▸ TASK INPUTS:
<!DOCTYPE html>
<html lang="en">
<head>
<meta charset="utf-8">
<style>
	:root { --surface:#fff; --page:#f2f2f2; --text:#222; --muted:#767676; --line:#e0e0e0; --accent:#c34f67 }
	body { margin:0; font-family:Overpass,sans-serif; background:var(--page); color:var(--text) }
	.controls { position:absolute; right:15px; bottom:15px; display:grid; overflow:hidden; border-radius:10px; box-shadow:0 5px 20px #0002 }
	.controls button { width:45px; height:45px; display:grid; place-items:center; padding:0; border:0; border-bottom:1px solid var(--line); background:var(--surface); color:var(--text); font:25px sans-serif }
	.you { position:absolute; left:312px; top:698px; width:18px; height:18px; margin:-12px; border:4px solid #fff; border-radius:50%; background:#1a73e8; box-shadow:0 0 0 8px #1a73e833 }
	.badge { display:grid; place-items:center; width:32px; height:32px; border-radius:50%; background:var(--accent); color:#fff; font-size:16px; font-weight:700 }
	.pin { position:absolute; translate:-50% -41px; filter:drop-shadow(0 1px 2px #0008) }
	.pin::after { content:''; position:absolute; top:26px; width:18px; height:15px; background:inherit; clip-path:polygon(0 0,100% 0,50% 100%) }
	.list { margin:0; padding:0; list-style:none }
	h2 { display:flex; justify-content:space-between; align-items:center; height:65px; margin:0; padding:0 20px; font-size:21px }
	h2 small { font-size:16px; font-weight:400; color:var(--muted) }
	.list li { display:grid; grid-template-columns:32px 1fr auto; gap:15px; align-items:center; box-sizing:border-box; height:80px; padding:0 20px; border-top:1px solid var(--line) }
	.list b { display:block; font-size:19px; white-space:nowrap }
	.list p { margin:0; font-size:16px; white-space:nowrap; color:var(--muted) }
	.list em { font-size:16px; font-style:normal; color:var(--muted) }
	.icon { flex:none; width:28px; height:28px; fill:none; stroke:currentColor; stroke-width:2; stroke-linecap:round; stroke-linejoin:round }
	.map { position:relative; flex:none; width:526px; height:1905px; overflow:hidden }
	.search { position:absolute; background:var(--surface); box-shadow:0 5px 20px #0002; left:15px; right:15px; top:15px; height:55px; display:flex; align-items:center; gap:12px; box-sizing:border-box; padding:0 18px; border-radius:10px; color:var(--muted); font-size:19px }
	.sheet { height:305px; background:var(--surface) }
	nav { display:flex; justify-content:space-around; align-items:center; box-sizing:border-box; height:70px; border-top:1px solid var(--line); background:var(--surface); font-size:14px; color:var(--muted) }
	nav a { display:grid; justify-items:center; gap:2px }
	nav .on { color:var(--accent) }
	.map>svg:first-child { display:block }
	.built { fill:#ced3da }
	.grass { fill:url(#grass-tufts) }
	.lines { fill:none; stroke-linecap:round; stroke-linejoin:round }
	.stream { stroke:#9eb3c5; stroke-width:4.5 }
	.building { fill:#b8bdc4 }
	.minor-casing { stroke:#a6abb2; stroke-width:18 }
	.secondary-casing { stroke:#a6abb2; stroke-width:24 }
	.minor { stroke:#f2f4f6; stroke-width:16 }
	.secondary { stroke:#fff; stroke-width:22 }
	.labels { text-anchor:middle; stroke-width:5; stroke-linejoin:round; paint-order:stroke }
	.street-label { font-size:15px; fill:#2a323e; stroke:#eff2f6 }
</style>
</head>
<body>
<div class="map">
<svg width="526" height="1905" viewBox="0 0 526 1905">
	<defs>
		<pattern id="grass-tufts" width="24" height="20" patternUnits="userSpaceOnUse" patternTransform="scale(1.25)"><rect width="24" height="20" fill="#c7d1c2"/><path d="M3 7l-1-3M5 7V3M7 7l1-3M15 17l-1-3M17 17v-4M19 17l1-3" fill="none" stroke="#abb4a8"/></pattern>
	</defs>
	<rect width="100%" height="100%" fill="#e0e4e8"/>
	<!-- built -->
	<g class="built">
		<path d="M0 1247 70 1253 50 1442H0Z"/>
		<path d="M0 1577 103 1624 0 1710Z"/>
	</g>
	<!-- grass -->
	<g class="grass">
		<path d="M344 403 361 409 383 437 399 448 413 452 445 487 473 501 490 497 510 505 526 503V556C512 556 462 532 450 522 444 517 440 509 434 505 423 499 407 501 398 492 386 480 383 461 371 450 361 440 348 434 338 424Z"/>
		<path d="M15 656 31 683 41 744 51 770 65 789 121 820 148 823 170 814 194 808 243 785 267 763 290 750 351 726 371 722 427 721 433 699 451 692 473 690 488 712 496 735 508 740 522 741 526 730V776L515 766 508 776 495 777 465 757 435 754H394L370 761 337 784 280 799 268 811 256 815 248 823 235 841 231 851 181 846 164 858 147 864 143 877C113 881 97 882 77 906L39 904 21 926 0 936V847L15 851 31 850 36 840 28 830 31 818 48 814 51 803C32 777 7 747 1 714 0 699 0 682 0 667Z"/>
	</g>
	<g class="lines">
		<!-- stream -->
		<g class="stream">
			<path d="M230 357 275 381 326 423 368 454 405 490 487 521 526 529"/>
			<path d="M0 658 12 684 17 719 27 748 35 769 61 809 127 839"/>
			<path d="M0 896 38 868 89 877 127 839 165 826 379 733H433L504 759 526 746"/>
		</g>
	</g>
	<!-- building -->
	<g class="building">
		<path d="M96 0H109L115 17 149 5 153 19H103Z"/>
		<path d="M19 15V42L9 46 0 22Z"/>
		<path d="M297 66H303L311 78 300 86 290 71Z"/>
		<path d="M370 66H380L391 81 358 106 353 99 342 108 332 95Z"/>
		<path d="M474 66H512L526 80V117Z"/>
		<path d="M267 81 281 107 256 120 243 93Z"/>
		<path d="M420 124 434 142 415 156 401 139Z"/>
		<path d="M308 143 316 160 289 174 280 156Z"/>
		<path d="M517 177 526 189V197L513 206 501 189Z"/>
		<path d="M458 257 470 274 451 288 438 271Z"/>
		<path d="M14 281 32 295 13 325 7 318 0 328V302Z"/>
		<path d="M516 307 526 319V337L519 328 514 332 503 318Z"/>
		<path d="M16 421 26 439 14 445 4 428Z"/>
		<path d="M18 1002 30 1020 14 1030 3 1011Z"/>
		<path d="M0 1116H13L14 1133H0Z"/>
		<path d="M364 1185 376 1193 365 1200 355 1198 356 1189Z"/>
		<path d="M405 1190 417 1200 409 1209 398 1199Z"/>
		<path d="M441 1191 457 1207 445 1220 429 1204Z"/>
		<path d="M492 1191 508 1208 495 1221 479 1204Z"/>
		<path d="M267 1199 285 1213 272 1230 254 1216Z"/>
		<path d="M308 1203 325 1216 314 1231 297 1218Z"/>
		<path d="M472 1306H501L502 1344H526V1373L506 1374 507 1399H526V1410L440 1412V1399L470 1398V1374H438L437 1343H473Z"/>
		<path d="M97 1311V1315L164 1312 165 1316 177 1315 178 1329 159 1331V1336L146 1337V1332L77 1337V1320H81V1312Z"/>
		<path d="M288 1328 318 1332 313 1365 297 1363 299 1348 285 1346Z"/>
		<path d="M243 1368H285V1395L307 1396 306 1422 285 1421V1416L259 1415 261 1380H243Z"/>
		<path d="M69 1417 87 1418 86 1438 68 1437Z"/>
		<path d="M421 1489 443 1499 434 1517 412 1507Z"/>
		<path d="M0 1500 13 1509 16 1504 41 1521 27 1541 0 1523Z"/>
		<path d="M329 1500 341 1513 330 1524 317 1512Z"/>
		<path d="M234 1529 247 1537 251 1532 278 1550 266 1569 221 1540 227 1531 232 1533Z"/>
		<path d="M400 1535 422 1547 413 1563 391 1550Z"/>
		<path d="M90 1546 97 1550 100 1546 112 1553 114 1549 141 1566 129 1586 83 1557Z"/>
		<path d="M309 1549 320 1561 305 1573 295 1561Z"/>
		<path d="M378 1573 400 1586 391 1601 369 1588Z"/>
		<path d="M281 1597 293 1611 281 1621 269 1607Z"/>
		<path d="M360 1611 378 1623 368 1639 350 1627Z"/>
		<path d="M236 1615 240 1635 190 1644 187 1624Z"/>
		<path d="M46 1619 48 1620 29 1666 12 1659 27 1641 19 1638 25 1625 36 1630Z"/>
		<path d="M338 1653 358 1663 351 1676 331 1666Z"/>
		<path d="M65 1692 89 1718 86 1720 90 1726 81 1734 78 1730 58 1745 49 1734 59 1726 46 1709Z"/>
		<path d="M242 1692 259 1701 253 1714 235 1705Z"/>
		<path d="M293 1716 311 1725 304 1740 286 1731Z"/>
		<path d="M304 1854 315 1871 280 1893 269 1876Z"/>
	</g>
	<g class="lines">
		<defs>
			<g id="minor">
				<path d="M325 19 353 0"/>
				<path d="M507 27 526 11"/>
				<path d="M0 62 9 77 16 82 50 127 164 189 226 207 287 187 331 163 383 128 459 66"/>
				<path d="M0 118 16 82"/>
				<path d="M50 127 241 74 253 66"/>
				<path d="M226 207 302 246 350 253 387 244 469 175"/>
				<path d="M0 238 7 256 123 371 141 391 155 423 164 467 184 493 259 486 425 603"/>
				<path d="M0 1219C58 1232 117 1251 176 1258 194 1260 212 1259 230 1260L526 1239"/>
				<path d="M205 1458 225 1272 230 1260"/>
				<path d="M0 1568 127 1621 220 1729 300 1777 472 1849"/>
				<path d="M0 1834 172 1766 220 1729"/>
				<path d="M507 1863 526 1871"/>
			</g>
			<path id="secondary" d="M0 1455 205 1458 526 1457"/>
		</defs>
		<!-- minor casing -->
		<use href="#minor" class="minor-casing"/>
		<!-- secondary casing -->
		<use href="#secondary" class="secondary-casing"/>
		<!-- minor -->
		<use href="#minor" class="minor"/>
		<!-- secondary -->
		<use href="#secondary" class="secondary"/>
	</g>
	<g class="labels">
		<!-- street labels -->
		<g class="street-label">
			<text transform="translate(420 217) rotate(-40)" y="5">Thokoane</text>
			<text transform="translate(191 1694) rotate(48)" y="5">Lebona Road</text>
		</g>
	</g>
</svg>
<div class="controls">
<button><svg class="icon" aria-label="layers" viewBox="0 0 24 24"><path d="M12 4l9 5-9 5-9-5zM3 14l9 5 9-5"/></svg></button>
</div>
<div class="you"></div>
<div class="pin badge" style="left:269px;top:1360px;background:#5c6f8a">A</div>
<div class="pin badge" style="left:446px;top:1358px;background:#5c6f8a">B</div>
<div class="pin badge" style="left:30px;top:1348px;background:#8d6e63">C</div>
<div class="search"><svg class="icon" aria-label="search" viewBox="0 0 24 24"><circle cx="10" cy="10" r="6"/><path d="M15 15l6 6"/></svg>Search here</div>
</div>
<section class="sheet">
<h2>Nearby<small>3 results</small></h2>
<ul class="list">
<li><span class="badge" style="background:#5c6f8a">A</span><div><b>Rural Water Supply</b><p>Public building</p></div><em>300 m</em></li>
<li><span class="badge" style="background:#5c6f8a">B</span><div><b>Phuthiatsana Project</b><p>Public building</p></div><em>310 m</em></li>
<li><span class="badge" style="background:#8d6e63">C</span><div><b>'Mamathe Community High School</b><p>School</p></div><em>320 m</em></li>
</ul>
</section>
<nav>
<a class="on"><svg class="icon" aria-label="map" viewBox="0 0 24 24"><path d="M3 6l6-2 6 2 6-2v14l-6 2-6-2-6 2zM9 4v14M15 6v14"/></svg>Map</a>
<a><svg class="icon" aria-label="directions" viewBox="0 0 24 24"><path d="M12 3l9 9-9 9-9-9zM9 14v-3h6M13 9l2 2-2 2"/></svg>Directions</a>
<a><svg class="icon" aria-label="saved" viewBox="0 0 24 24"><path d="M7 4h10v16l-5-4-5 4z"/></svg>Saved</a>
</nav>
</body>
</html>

▸ WORK ORDER: Above are the entries. Output exactly the lines beginning with the line that has "display:grid; place-items:center; width:32px;" and ending with the line that has "margin:0; padding:0; list-style:none".

▸ ANSWER BOX:
	.badge { display:grid; place-items:center; width:32px; height:32px; border-radius:50%; background:var(--accent); color:#fff; font-size:16px; font-weight:700 }
	.pin { position:absolute; translate:-50% -41px; filter:drop-shadow(0 1px 2px #0008) }
	.pin::after { content:''; position:absolute; top:26px; width:18px; height:15px; background:inherit; clip-path:polygon(0 0,100% 0,50% 100%) }
	.list { margin:0; padding:0; list-style:none }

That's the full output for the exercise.